Золото

22
18
20
22
24
26
28
30

Общая суматоха отразилась и на работе женотдела. Лидия получала заявления от мамок о невыплате жалованья, о невыполнении договоров: нанималась на год, а артель уходит на Терканду. Нечего было и думать вмешиваться в эти сложные запутанные отношения между старателями и мамками. Откладывала подобные жалобы в сторону и разбиралась в более серьезных. Несколько заявлений, озаглавленных «прошение», требовали особенного внимания. Третий день сидела над одним из них — заявлением Елены Шинковой, тридцати восьми лет. Шла с мужем на прииски, в пути не стало продовольствия, хоть помирай в тайге. С общего согласия муж пошел дальше, а она осталась в зимовье кухаркой. Шинкова старательно выполняла обязанности: скребла стол, кипятила чайники, шпарила клопов, подавала проезжим чай, а однажды заснула рядом с зимовщиком на его грязной кровати за занавеской в уголке на нарах. Прошло два месяца. Явился муж. Вглядывался в изменившееся лицо жены и колотил ее молча, с остервенением. На прииске продолжалось то же самое. Убежала к зимовщику. Там оказалась уже заместительница; пришлось стать на поденную работу. Когда явился снова муж, с радостью вернулась на прииск. Начались опять пинки. Опять убежала, поступила в артель мамкой. Муж приходит пьяный, смотрит в глаза и спрашивает: да или нет? Если да — кулаки и пинки, если нет — угроза более страшная.

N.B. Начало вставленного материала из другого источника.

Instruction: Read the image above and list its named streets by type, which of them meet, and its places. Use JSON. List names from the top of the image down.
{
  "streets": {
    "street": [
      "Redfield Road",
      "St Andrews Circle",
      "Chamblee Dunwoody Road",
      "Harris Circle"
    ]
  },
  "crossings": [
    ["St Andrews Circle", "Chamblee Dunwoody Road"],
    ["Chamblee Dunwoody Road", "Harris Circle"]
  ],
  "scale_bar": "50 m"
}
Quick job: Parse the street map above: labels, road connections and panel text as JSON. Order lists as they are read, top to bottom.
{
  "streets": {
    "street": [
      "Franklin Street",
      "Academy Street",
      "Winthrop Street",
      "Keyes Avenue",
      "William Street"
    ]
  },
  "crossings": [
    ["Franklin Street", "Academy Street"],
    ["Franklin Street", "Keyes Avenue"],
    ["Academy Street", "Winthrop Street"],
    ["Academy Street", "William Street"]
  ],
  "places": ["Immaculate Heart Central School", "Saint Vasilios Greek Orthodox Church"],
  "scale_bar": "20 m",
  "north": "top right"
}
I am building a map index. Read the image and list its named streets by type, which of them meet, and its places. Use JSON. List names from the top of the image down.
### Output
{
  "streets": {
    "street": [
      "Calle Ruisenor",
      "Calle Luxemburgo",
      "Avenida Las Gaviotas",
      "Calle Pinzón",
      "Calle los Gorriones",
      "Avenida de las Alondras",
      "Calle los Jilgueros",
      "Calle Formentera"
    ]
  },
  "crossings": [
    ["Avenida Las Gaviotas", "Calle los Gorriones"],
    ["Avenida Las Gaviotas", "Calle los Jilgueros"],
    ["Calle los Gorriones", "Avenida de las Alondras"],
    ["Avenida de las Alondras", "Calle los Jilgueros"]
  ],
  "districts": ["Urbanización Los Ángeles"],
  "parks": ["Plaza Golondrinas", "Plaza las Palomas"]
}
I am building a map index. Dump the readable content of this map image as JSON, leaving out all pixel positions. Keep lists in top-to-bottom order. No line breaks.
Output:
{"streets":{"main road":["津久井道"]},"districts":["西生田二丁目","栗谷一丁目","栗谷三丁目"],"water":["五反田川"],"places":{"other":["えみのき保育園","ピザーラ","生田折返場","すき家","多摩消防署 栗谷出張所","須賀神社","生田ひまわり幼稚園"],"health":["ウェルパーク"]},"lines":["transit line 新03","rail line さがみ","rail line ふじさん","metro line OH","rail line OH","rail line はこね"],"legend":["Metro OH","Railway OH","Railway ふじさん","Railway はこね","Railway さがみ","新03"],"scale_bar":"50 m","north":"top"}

От вызова поссорившихся супругов для примирения Лидия давно отказалась. Рука ее на клочке бумаги, умоляющем о помощи, нерешительно написала: «В милицию» и остановилась. Опять заявление улеглось на край стола, как неисполненная бумажка. Лидия подперла рукой щеку и задумалась. Открылась дверь, вошел Петя. Не замечая его расстроенного лица и обиженно поджатых губ, рассказала о своих затруднениях в работе.

Петя грубо отозвался:

— Что ты с ними церемонишься? Пусть подают в суд.

Лидия видела, что он ни о чем, кроме своей любви, не способен думать в ее присутствии. Желая избежать тяжелых, надоевших объяснений, которые неизбежно последуют сейчас, возразила:

— Такое положение будет до тех пор, пока не отменят запрещения въезда женщине на Алдан. Пока на тысячу мужчин будет десять женщин, ничего не сделают ни женотдел, ни милиция, ни суд. Послать в суд — значит отмахнуться рукой. Разве это решение вопроса?

Петя оглянулся на дверь, схватил Лидию за руку и прижал к своей щеке:

— За что ты возненавидела меня?

Лидия отняла руку:

— Ты слышал, что я говорила? При нормальных условиях ты встретил бы десяток девушек, сошелся бы не случайно, а по-настоящему. Готов первую встречную считать самой лучшей женщиной в мире. Думал ты об этом?

— Уже целый месяц думаю,— усмехнулся юноша. Он понимал не слова, а смысл: она уходит от него и хочет оправдать уход первым попавшимся предлогом. Он вдруг кинул ей в лицо самое тяжелое оскорбление, какое смог только придумать:

— Ты не боялась жить с вредителем, который натворил дел и убежал благодаря твоей милости!

— Что? Убежал? Убежал! Как же его упустили!

Лидия в ужасе уставилась на Петю. Немыслимым, невероятным, незаслуженным казалось наказание, постигшее ее. Неумолимо рисовались последствия нерешительности, приведшей к бегству государственного преступника. Вот теперь наступит расплата, когда отвернутся и Мишка, и Поля, и все товарищи, в жизнь которых вплелась ее жизнь!..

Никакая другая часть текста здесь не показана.